What is required
Starting with the first line and ending with the one that holds "display:grid; place-items:center; width:80px;", retype the entries exactly.

Input
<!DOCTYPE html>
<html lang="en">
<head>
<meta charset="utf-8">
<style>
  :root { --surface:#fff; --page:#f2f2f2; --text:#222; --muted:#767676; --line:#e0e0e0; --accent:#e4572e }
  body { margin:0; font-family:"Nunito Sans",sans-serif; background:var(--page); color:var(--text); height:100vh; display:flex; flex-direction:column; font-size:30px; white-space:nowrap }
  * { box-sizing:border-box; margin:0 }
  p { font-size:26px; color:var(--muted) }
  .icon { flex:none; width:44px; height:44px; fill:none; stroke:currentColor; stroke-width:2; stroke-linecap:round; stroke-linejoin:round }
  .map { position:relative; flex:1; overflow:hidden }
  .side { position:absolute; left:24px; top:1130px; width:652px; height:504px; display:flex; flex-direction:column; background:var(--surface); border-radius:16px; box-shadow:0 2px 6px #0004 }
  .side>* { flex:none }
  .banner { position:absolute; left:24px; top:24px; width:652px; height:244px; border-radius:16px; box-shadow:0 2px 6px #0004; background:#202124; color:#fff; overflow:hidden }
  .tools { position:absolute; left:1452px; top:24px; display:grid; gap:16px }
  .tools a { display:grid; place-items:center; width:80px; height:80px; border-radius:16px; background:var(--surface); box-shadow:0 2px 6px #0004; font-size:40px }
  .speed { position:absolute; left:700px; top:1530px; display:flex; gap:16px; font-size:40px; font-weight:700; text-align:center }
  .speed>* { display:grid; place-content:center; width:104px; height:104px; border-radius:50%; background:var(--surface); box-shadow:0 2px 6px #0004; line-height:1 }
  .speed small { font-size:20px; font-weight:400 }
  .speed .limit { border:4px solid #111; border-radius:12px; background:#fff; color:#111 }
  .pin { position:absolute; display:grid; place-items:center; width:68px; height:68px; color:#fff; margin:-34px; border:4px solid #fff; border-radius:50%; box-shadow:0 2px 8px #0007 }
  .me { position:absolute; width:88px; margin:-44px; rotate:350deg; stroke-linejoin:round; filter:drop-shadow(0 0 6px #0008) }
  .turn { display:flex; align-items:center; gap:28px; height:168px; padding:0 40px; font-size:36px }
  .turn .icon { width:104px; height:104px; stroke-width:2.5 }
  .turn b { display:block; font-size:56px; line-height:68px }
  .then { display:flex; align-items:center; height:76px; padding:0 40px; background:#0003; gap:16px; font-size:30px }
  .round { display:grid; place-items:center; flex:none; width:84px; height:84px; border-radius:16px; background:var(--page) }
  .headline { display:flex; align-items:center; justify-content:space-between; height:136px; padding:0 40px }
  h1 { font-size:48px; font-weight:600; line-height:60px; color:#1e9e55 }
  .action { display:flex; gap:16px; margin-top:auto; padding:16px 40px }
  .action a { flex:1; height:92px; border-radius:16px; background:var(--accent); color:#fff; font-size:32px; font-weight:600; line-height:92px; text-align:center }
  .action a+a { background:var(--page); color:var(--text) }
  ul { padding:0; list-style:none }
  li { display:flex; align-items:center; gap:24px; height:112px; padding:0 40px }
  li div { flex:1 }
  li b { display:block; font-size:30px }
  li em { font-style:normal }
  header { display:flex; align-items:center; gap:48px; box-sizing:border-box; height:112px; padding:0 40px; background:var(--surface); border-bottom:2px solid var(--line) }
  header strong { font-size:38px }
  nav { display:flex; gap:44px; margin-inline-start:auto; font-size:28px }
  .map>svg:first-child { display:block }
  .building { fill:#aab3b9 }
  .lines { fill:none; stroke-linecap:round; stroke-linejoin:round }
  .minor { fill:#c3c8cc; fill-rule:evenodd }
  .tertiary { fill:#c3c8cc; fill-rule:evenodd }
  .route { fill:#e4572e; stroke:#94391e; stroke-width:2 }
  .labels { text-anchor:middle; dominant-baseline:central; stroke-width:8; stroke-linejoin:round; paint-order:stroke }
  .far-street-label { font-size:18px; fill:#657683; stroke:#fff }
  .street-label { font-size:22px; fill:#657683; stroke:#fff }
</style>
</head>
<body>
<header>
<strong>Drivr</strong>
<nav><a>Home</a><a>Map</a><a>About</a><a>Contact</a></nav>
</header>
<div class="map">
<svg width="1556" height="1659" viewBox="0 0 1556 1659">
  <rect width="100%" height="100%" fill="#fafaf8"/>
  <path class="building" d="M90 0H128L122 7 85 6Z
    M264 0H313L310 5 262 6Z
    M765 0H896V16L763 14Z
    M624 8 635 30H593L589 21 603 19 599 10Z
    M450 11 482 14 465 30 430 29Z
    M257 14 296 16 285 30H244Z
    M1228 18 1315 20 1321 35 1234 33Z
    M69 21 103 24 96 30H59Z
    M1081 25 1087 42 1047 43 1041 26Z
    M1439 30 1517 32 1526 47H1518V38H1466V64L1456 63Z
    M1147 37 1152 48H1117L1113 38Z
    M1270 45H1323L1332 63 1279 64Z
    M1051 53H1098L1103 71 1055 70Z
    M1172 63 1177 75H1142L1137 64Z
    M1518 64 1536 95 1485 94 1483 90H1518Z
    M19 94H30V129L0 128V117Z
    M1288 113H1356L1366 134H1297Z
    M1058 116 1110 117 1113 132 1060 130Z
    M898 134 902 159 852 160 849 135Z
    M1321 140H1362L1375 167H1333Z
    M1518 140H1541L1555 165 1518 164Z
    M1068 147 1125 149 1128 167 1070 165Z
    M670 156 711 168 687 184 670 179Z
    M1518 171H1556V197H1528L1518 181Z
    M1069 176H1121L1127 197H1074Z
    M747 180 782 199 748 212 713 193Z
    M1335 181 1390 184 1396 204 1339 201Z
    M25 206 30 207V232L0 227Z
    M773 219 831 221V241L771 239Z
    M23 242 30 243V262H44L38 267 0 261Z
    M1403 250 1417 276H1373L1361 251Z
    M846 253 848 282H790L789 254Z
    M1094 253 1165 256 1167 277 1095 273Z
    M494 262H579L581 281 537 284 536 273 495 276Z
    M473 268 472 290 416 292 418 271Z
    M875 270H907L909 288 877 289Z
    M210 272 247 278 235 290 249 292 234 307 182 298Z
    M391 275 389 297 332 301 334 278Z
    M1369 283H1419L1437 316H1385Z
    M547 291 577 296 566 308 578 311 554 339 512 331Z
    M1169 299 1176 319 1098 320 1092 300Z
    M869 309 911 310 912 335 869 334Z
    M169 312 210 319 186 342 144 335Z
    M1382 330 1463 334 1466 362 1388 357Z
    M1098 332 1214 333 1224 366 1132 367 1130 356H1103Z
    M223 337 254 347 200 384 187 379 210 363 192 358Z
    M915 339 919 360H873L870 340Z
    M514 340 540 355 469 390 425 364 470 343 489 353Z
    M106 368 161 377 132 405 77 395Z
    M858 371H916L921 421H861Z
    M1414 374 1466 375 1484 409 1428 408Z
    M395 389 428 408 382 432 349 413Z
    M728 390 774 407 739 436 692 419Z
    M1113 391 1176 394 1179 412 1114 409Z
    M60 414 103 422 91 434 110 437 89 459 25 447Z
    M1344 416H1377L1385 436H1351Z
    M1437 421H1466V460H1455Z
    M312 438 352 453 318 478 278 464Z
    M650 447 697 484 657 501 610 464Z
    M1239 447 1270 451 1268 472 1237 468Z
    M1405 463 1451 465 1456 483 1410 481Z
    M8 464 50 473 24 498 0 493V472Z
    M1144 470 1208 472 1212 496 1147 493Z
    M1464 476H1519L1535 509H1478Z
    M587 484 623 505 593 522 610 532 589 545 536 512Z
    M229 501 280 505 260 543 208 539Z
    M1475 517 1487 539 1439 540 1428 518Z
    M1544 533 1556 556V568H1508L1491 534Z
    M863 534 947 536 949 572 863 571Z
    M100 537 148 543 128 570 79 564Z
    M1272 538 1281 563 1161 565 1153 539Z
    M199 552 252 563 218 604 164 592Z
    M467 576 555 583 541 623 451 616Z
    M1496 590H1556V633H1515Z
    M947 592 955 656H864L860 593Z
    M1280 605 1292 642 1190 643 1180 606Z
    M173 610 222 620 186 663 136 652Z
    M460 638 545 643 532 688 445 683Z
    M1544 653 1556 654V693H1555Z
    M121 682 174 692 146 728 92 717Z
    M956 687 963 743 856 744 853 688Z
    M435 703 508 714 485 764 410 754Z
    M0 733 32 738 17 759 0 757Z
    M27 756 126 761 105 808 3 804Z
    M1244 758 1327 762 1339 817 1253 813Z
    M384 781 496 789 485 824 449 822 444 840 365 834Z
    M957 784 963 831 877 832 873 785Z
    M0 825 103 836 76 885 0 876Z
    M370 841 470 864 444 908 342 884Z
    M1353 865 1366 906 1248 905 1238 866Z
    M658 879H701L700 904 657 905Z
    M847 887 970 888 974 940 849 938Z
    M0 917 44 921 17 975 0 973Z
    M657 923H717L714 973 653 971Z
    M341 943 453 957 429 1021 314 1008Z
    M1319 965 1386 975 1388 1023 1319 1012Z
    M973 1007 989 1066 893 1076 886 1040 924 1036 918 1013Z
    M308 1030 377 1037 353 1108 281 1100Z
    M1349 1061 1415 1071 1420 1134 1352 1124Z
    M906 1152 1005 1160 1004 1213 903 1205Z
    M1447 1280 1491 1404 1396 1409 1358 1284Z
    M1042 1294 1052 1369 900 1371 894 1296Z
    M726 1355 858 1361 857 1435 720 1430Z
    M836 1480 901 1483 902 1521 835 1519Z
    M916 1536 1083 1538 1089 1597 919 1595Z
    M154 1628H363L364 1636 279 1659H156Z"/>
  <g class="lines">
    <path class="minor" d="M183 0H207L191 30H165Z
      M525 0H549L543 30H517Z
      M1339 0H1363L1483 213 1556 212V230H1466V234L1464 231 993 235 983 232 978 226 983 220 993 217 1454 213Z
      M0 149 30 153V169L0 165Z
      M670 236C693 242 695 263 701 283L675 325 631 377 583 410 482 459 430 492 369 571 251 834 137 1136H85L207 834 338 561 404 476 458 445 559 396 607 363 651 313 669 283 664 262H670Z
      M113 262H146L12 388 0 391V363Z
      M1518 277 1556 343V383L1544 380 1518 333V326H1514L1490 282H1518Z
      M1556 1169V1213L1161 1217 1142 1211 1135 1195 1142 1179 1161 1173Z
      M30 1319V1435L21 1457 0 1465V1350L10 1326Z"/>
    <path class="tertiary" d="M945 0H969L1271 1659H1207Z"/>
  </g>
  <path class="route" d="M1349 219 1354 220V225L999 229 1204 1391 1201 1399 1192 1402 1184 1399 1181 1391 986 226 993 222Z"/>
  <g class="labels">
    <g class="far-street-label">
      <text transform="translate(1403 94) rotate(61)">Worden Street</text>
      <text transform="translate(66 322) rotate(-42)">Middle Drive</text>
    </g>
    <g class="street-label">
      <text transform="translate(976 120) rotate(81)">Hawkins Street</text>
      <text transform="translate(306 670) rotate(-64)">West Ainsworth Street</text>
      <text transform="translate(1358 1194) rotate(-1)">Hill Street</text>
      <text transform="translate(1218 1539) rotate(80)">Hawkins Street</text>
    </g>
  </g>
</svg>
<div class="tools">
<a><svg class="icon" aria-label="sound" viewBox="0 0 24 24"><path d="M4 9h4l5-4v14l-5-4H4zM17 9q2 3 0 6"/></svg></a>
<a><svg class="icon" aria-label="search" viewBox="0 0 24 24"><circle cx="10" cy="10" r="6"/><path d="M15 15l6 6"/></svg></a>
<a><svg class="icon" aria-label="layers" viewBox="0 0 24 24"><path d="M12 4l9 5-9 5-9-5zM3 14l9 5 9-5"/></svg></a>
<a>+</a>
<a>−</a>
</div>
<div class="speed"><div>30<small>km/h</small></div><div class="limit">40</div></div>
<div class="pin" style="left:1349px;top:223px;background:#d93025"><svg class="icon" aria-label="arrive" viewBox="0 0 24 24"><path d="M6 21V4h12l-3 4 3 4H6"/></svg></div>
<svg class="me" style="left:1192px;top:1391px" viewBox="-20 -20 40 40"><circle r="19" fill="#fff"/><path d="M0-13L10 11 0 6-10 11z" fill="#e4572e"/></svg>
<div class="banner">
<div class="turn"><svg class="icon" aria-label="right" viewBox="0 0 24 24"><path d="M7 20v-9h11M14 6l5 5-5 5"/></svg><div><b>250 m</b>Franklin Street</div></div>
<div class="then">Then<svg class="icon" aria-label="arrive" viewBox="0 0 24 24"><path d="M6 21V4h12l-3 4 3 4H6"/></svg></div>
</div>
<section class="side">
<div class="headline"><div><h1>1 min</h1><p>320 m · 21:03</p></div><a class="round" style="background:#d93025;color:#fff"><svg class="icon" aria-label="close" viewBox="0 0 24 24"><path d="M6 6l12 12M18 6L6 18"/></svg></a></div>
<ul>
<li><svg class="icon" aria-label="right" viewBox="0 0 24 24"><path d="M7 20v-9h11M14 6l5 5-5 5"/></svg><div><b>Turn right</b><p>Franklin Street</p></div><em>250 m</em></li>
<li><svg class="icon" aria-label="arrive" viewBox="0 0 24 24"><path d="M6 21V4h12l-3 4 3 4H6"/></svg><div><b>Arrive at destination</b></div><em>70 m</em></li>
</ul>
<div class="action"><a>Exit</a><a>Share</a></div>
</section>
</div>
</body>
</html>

Problem solution
<!DOCTYPE html>
<html lang="en">
<head>
<meta charset="utf-8">
<style>
  :root { --surface:#fff; --page:#f2f2f2; --text:#222; --muted:#767676; --line:#e0e0e0; --accent:#e4572e }
  body { margin:0; font-family:"Nunito Sans",sans-serif; background:var(--page); color:var(--text); height:100vh; display:flex; flex-direction:column; font-size:30px; white-space:nowrap }
  * { box-sizing:border-box; margin:0 }
  p { font-size:26px; color:var(--muted) }
  .icon { flex:none; width:44px; height:44px; fill:none; stroke:currentColor; stroke-width:2; stroke-linecap:round; stroke-linejoin:round }
  .map { position:relative; flex:1; overflow:hidden }
  .side { position:absolute; left:24px; top:1130px; width:652px; height:504px; display:flex; flex-direction:column; background:var(--surface); border-radius:16px; box-shadow:0 2px 6px #0004 }
  .side>* { flex:none }
  .banner { position:absolute; left:24px; top:24px; width:652px; height:244px; border-radius:16px; box-shadow:0 2px 6px #0004; background:#202124; color:#fff; overflow:hidden }
  .tools { position:absolute; left:1452px; top:24px; display:grid; gap:16px }
  .tools a { display:grid; place-items:center; width:80px; height:80px; border-radius:16px; background:var(--surface); box-shadow:0 2px 6px #0004; font-size:40px }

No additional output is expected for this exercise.